### Source records
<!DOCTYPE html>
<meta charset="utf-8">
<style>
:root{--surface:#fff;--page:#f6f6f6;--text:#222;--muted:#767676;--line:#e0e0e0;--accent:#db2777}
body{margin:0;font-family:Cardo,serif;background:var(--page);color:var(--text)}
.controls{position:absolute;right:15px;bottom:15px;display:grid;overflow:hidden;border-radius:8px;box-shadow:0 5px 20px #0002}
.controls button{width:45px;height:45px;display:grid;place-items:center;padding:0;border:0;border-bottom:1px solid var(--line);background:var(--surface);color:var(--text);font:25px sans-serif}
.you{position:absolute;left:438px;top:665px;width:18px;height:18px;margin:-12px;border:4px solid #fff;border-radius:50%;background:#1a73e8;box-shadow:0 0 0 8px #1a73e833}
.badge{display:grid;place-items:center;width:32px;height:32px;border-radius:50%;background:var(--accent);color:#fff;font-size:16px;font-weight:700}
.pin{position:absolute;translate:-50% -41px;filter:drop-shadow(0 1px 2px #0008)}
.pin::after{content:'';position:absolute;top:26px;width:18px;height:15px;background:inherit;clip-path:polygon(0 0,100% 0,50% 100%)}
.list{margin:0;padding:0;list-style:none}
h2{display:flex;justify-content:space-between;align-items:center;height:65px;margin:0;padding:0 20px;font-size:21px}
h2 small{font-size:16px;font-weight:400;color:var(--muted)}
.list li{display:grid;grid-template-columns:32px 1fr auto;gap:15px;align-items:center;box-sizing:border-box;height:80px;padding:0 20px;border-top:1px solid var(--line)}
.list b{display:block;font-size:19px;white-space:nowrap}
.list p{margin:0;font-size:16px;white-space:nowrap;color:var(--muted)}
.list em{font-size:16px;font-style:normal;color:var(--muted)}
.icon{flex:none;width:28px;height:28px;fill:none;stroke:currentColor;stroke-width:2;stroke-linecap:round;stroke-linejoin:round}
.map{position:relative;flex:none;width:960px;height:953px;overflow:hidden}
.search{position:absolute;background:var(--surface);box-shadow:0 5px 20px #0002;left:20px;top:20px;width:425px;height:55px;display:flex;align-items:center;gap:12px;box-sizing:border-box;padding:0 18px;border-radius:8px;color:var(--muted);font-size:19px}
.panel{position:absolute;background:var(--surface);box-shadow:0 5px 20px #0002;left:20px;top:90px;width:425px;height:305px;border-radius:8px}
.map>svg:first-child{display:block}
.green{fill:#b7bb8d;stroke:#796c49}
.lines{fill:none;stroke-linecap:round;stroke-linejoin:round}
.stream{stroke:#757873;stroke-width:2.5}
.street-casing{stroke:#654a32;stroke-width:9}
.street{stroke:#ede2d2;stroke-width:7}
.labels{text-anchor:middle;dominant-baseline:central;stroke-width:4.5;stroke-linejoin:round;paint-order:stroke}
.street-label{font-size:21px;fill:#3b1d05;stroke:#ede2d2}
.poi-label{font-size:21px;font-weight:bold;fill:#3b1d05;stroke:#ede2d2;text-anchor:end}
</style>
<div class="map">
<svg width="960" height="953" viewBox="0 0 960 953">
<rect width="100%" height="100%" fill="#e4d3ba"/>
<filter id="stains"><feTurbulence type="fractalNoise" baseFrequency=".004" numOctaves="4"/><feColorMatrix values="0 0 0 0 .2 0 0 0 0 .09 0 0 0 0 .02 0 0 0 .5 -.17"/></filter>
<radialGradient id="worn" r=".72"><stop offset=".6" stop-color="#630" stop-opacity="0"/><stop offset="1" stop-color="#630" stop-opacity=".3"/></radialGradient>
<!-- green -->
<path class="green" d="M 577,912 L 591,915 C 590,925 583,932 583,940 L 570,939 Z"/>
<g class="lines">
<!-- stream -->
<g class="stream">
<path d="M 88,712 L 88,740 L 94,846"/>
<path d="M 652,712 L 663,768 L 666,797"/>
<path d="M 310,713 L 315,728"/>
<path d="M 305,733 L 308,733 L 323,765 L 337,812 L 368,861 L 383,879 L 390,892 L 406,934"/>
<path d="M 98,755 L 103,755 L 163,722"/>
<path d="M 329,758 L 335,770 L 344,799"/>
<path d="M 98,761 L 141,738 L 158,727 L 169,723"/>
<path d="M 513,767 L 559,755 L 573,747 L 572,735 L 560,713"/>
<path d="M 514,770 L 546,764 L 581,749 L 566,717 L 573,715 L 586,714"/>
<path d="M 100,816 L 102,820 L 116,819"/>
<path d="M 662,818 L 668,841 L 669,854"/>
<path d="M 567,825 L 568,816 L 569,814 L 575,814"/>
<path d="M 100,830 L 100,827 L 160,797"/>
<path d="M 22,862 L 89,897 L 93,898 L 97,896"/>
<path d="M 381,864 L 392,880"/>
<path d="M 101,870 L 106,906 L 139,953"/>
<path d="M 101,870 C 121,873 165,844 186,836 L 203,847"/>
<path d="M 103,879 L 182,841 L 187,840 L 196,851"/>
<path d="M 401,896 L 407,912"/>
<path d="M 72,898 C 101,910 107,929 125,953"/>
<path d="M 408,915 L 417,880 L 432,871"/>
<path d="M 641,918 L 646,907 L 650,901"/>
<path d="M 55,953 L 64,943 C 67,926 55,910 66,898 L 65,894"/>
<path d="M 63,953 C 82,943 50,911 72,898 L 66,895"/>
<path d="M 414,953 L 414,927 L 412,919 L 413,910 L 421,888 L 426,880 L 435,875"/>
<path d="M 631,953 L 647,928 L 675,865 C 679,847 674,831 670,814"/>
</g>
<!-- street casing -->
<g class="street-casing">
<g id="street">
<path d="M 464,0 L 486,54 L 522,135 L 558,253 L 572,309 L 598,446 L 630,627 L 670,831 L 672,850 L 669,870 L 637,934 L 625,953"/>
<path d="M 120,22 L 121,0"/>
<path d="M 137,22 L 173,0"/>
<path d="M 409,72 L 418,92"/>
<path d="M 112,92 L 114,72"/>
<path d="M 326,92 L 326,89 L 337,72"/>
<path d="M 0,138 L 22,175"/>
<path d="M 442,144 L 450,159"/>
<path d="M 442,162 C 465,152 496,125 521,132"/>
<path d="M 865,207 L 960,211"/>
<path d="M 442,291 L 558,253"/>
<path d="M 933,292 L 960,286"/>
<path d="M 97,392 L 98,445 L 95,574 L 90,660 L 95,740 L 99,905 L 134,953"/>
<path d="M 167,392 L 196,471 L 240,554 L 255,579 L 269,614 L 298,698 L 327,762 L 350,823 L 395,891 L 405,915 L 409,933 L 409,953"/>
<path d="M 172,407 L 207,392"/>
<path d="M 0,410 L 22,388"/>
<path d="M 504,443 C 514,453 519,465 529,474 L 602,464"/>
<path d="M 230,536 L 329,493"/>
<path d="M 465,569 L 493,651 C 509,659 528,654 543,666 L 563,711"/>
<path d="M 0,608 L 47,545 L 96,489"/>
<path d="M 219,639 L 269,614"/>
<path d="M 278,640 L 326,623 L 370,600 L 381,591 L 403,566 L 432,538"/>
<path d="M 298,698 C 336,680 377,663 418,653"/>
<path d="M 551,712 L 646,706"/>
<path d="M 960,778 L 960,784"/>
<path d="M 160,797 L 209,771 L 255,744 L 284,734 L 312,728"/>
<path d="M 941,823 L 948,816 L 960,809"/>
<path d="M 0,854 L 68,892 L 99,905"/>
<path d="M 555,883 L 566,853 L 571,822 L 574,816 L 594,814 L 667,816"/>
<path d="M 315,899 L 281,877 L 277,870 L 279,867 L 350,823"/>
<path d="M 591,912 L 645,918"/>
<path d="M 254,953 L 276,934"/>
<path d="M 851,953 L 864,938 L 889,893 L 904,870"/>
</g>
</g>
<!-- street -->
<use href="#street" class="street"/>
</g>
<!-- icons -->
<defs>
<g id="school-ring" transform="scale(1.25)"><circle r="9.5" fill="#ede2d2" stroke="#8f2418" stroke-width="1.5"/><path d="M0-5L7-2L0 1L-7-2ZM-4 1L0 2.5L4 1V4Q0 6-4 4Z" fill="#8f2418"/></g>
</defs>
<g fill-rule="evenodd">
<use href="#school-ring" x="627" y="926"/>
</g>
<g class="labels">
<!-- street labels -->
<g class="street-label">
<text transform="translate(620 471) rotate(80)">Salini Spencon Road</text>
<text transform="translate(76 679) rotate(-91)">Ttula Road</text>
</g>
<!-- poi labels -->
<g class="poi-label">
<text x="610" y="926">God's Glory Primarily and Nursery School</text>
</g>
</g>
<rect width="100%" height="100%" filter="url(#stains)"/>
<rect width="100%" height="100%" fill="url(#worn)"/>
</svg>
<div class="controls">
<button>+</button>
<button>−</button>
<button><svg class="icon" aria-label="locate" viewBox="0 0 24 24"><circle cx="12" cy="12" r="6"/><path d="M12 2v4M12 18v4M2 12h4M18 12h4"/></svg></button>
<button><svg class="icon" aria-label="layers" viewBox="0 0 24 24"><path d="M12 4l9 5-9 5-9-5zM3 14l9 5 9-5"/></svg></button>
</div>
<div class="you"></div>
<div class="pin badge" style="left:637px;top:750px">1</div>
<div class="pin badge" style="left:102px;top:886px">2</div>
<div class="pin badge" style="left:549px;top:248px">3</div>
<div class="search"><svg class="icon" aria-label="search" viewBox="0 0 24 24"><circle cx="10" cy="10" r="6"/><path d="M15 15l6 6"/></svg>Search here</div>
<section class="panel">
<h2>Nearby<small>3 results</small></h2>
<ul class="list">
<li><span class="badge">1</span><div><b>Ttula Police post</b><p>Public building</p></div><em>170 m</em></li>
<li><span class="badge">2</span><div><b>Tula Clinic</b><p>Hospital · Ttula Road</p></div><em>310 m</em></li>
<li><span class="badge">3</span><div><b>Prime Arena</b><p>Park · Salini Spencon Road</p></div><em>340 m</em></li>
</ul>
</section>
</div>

### Work to be completed
Please give only the number of lines above that contain the word "white".

### Answer box
2